Firstly and before I go on to write about what I want to write about today I want to apologise for being so tardy in publicising the comments everyone made on Foo Fighters and the comment from LettyandDollyin our continued argument about what it means to be Christian (check it out as there are some really good points coming up and we all need to be clear where we stand). I have no good excuses I have just been rather busy!

And now to my main thoughts today. Today I have mostly been thinking about….

Ecumenism – Or why what the Pope said matters

I have lived a slightly unorthodox religious life. I am aware of that. I have worshipped in more churches in my short life than most people even visit. Because my father was in the forces we moved on average every 3 years. Some churches we went to were lively with large congregations, some churches were tiny, my family was the congregation. Some churches used guitars, some had statues of the Virgin and some even used incense. I have been confirmed as a Methodist and an Anglican ( in the same ceremony) I have married a Catholic and I visit a Catholic nun for spiritual direction and take retreats at a Catholic monastery.

With a background like this it is easy for me to see the common ground that we all have as Christians.
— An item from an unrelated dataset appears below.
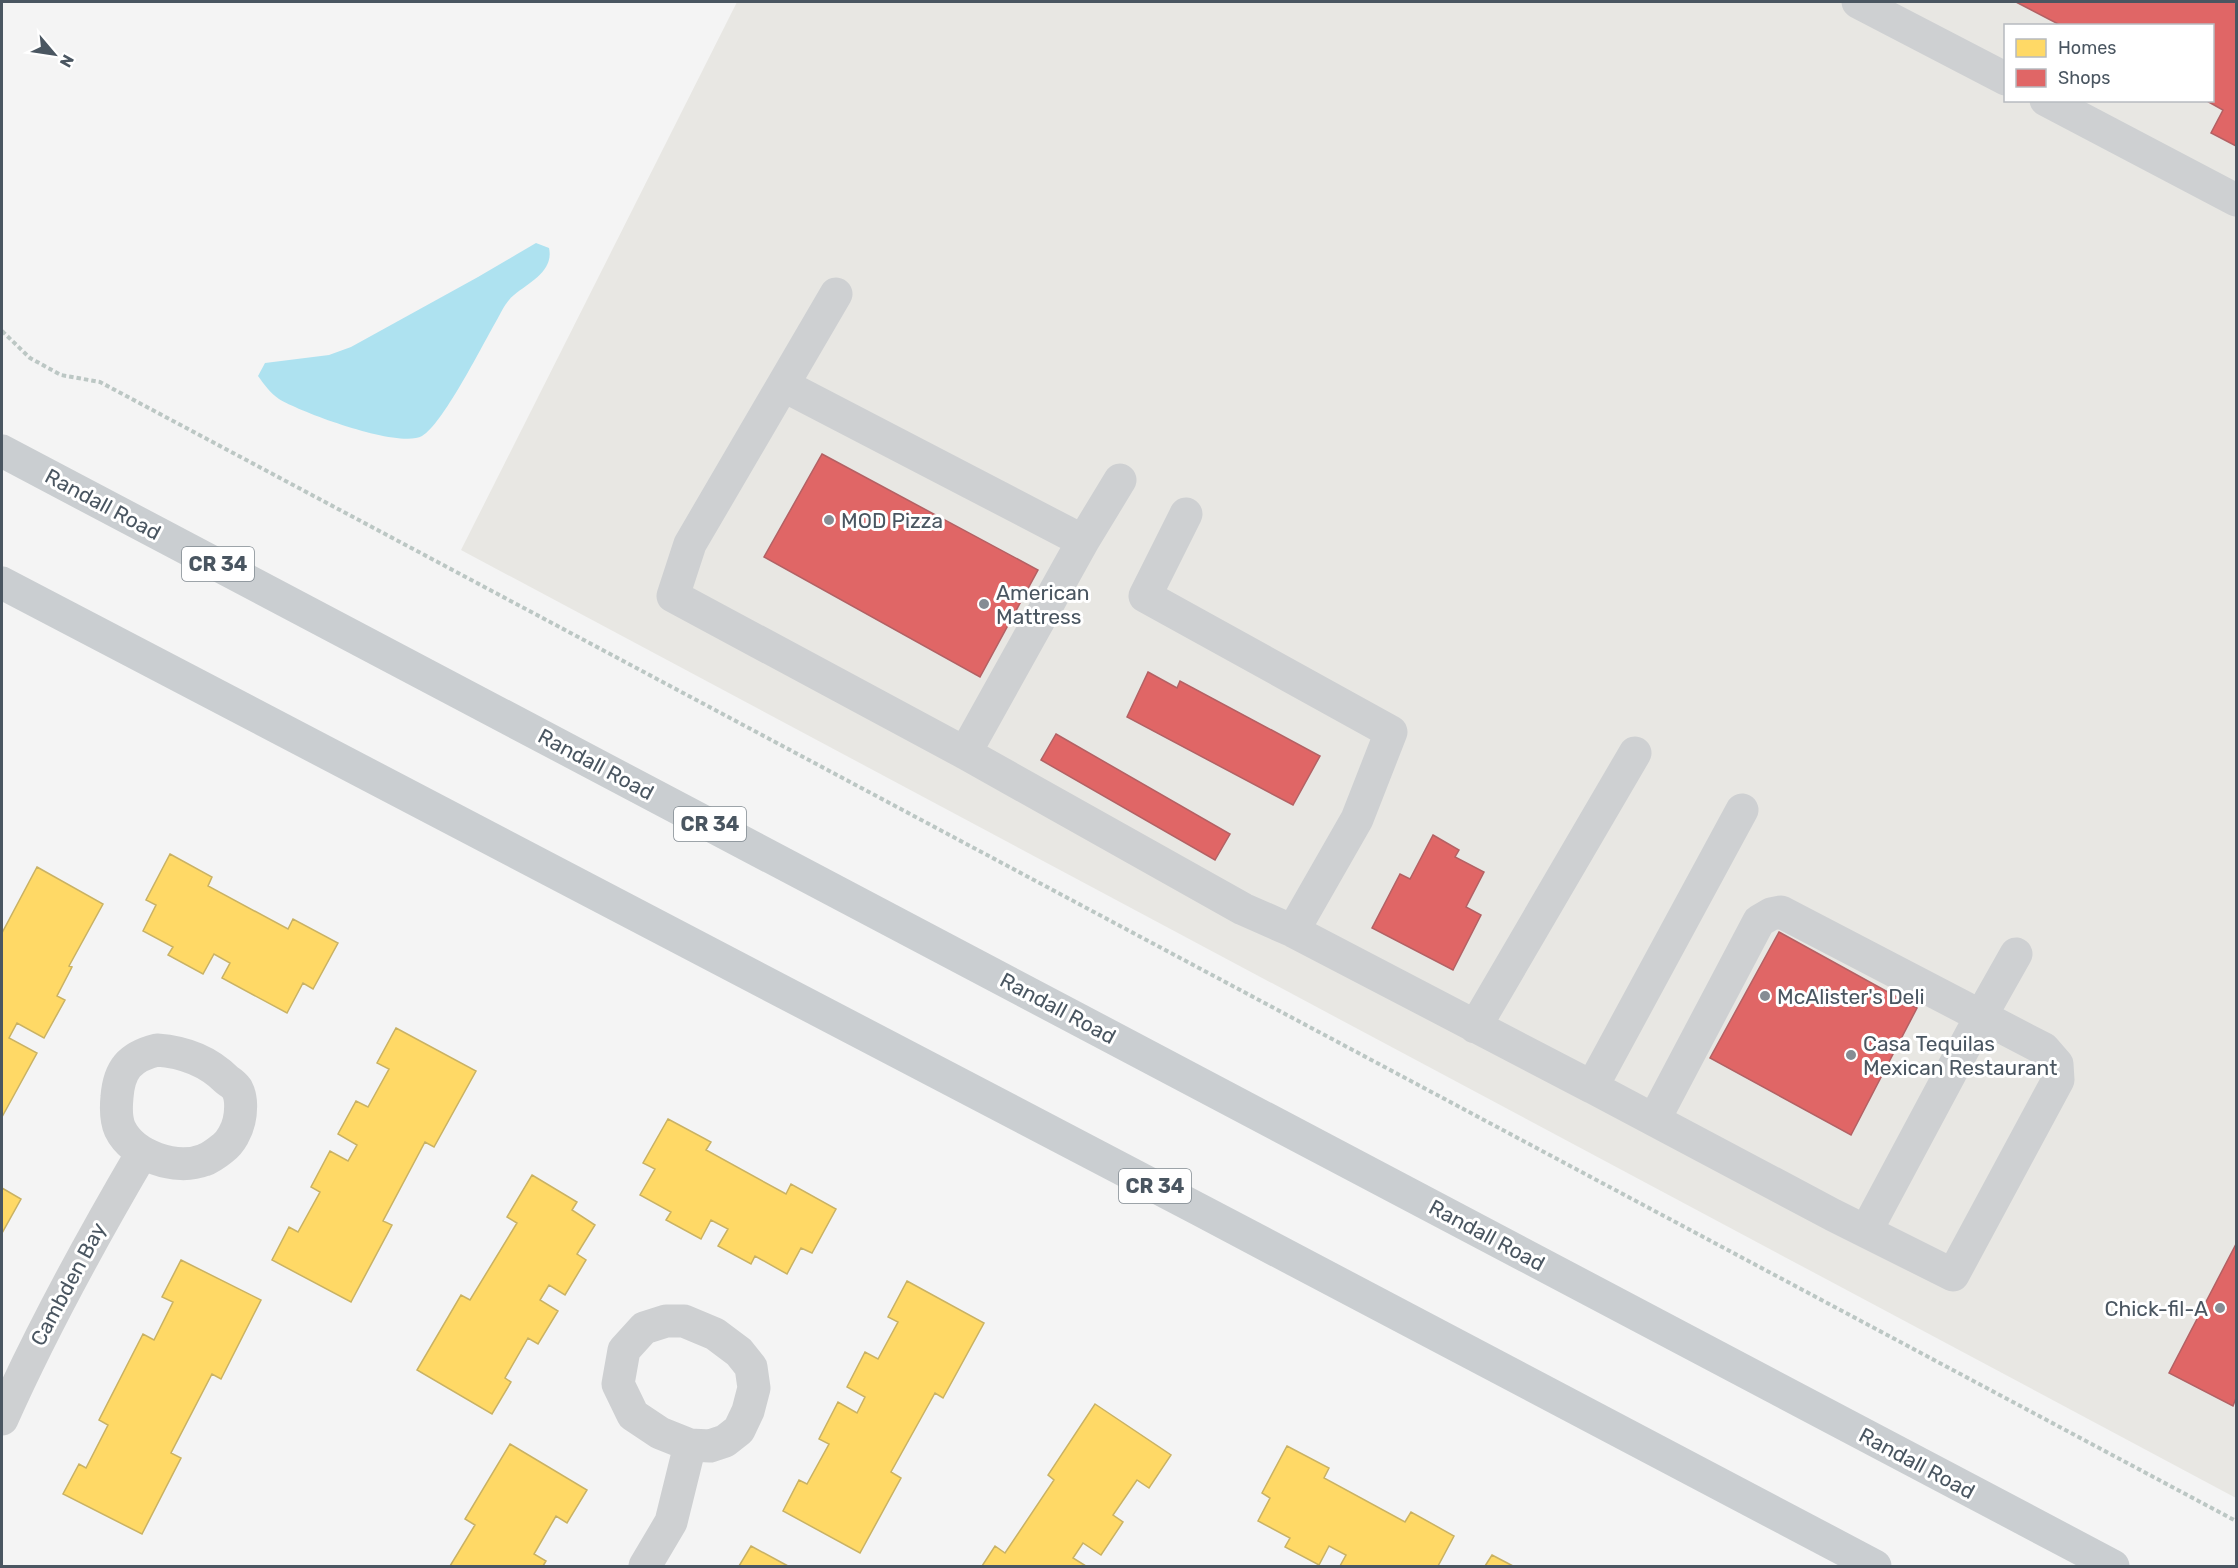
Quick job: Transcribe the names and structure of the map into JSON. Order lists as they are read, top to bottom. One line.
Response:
{"streets":{"main road":["Randall Road","CR 34"],"street":["Cambden Bay"]},"places":["MOD Pizza","American Mattress","McAlister's Deli","Casa Tequilas Mexican Restaurant","Chick-fil-A"],"legend":["Homes","Shops"],"north":"bottom right"}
Everywhere I have been accepted and loved by the Christians I have met – whether we hold the same beliefs about prayer, intercession and communion or not. Almost all liturgies are the same, down to the very words. (In fact our words and structure of worship as Christians are even incredibly close to the structure of a Jewish service I have been too – which shouldn’t surprise any of us.)

The point I am making is that our differences – our liturgies, our approaches, the physical things we hold so closely to that we think make us different from other denominations are really not that different. This is why what the Pope has done recently – allowing a kind of Anglican enclave to be grafted onto the Catholic Church while retaining many of the more distinctive Anglican prayers, liturgy etc to remain – is of great interest to me. It opens the doors to more Anglicans joining the Catholic Church in a kind of half way house move that means they can retain their Anglicanism but take communion with Catholics. And this issue of communion has always been the cause of most emotional worry and concern to me – specifically the refusal of the Catholic Church to allow Anglicans to take communion. The very point where we as Christians are supposed to be united, the unifying meal that springs out of the Jewish statement of identity in the Passover feast, the common action that distinguishes Christians from any other faith group- is restricted We can worship together, we can’t eat together. I feel a bit like the Samaritan woman whenever I go to a Catholic service (which I do quite a bit with my husband).

Why is this important? Well, maybe it will help to start to break down barriers between us. Maybe the stuck in the mud attitude of Forward in Faith to women priests and homosexuals will become the Trojan Horse by which we as Catholics and Protestants begin to discover our common language, instead of focusing on what divides us.

God does what he wants despite us, that is one thing I do know and anything that can draw us closer together should be celebrated. I watch with interest and with hope because when we finally leave this earth I can’t believe the first thing God is going to ask any of us is

“And what denomination are you?”



2 responses to “Ecumenism and an apology

  1. Christians in Agreement

    I am a cradle Catholic with a passion for God and a passion to see Christians worldwide unite together in our battle against our common enemy the devil. Paul says, “The body is one and has many members, but all the members, many though they are, are one body; and so it is with Christ. It was in one Spirit that all of us were baptized into one body. All of us have been given to drink of the one Spirit.” (Romans 12:12-13).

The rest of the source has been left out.